**TASK:** Lines in the listing that hold the string "Anas" need to be tallied, and the total given alone.

**SOURCE DATA:**
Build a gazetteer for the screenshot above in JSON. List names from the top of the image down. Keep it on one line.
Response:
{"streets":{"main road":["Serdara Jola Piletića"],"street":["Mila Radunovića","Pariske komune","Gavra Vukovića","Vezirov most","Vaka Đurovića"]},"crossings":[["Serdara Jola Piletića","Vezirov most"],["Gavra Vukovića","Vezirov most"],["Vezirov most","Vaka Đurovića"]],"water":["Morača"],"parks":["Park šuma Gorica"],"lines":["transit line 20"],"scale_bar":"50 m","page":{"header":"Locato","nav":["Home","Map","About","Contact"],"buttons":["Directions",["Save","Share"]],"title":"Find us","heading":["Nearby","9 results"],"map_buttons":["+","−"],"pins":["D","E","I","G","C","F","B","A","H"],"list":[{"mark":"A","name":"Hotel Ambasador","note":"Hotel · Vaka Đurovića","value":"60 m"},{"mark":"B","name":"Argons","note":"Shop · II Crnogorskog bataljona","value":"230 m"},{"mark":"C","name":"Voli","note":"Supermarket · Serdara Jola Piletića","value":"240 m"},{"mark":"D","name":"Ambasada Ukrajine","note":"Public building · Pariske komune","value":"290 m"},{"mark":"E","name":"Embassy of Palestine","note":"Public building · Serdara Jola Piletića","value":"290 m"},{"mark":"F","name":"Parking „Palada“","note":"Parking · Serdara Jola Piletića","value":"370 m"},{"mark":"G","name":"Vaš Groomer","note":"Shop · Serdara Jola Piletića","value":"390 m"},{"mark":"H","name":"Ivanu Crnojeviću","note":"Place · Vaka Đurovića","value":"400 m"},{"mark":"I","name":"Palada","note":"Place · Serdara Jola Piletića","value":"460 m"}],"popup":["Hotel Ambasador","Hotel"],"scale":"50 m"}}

--

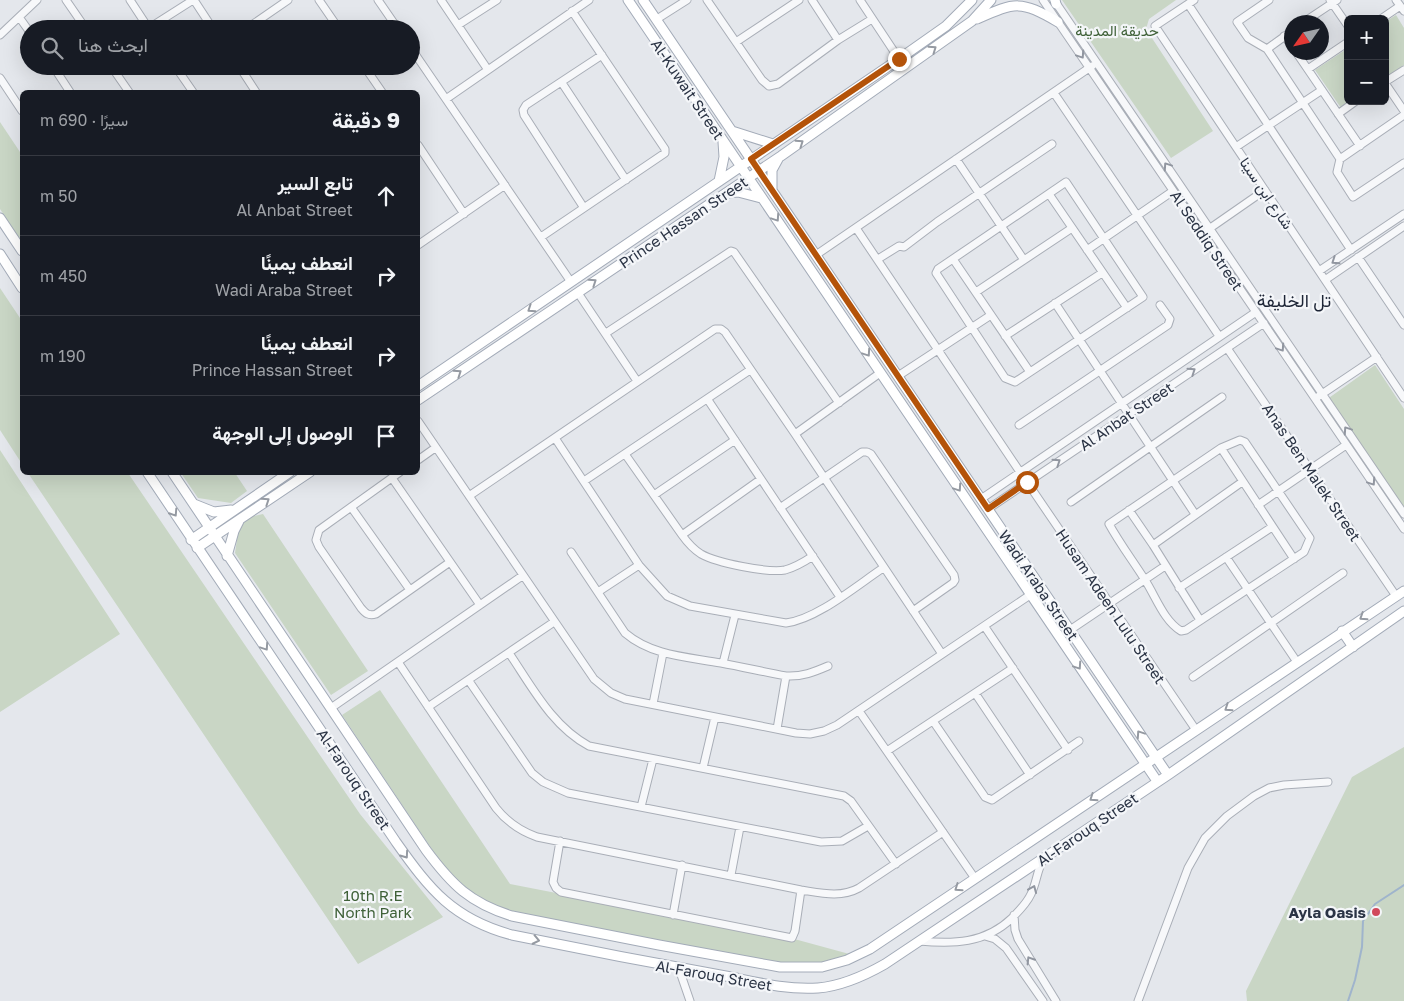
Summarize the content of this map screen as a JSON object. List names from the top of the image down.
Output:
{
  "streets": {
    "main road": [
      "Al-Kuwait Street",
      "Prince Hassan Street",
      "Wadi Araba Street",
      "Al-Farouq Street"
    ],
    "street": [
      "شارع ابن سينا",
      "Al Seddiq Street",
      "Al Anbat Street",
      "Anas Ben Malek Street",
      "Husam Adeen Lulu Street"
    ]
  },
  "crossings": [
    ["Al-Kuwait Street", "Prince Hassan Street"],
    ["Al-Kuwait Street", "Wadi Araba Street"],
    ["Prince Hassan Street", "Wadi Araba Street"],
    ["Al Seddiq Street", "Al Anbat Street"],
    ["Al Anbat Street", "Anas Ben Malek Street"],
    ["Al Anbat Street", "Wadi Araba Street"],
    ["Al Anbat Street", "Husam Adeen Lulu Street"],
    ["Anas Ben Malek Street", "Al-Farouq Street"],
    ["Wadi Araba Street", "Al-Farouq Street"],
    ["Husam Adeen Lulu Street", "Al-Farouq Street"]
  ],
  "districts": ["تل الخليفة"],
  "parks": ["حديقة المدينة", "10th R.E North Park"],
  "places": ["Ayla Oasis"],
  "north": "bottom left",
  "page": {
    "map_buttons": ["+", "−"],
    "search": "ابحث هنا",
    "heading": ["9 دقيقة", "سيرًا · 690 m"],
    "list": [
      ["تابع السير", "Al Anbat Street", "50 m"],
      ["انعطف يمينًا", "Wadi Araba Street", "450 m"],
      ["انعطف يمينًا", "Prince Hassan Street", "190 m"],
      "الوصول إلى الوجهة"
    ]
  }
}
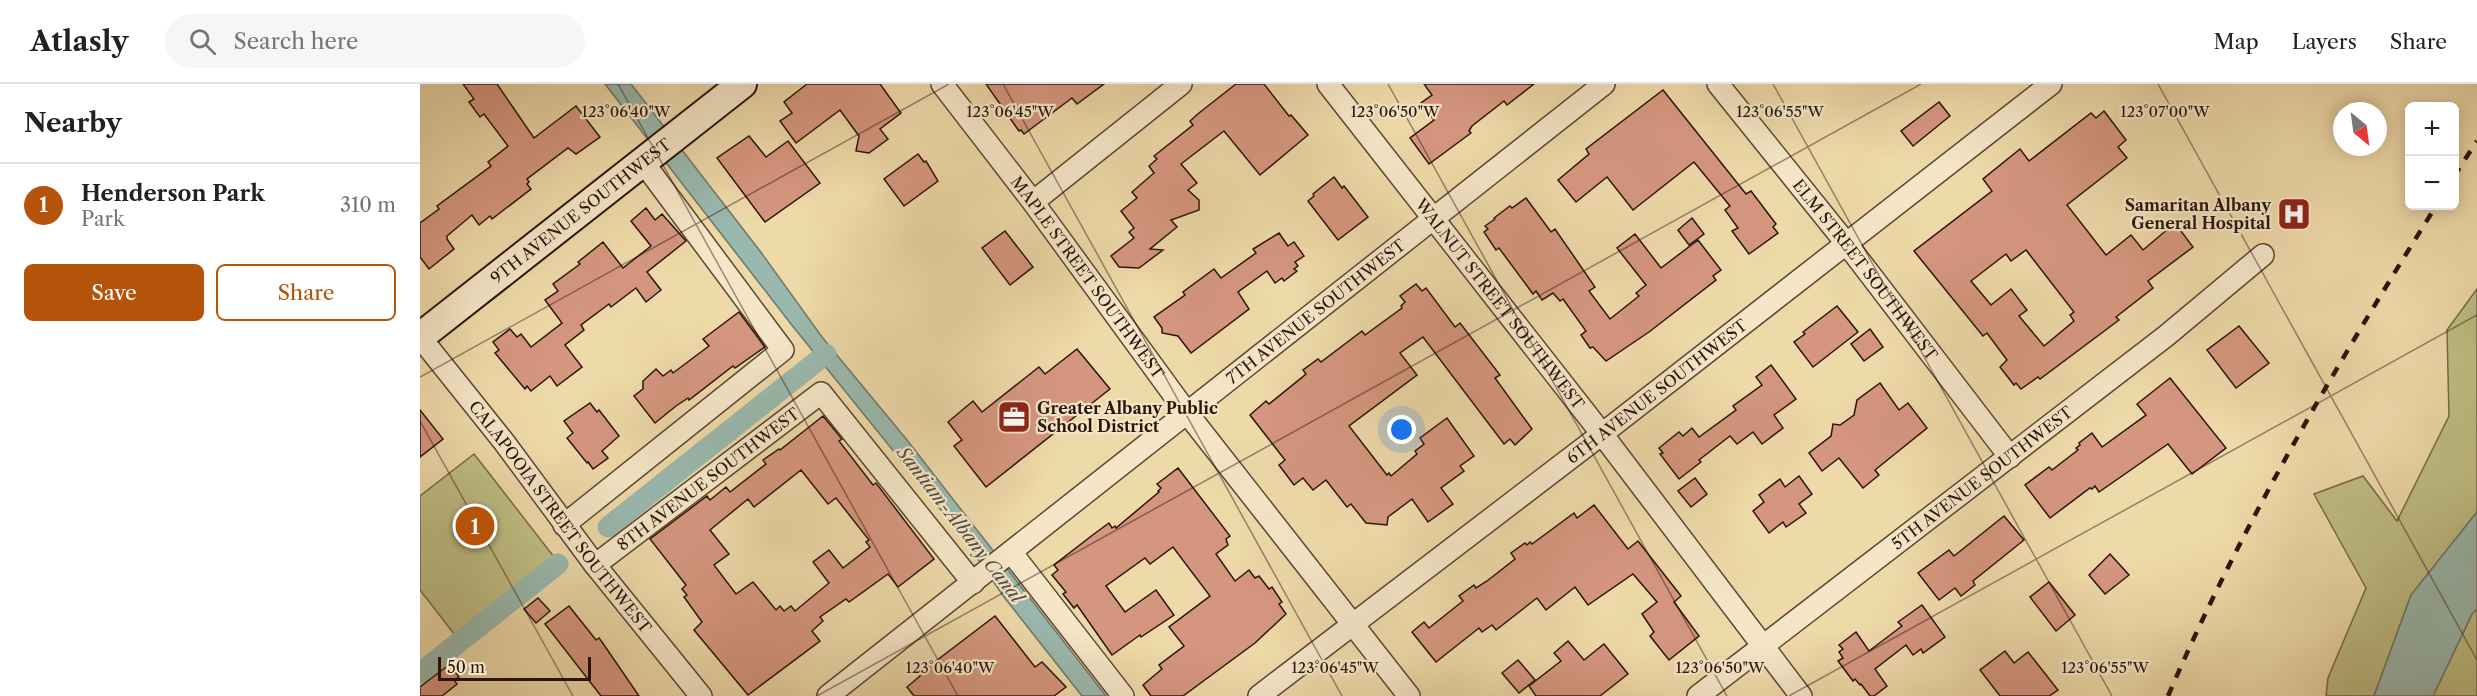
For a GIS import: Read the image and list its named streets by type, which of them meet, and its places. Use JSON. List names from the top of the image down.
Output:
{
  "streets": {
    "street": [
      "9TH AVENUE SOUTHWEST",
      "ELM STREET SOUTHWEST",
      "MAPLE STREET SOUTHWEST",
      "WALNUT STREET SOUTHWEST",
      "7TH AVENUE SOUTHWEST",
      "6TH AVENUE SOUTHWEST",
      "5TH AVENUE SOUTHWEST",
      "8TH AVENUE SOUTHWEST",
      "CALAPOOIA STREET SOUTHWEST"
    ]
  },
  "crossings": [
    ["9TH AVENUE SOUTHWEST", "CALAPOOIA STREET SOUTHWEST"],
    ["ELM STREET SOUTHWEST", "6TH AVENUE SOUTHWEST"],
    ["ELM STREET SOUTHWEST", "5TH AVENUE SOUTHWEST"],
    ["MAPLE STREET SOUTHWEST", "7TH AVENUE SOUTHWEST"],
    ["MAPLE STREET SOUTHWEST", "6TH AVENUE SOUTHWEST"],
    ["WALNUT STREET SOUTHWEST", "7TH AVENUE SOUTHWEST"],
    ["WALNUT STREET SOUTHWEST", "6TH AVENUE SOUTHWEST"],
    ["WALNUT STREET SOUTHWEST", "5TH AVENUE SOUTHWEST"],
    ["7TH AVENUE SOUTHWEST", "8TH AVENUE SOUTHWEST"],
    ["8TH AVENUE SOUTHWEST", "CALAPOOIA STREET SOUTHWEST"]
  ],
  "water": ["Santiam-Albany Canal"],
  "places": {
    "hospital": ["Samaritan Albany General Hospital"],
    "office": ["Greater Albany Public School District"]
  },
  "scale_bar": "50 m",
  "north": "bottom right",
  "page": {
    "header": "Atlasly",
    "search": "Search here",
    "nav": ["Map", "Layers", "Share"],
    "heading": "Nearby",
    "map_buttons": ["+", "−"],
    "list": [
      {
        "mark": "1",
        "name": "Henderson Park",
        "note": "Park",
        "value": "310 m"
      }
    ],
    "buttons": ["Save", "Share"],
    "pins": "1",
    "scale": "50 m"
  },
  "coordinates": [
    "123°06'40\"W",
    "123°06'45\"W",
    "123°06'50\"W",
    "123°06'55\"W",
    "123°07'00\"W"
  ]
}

**EXERCISE ANSWER:** 3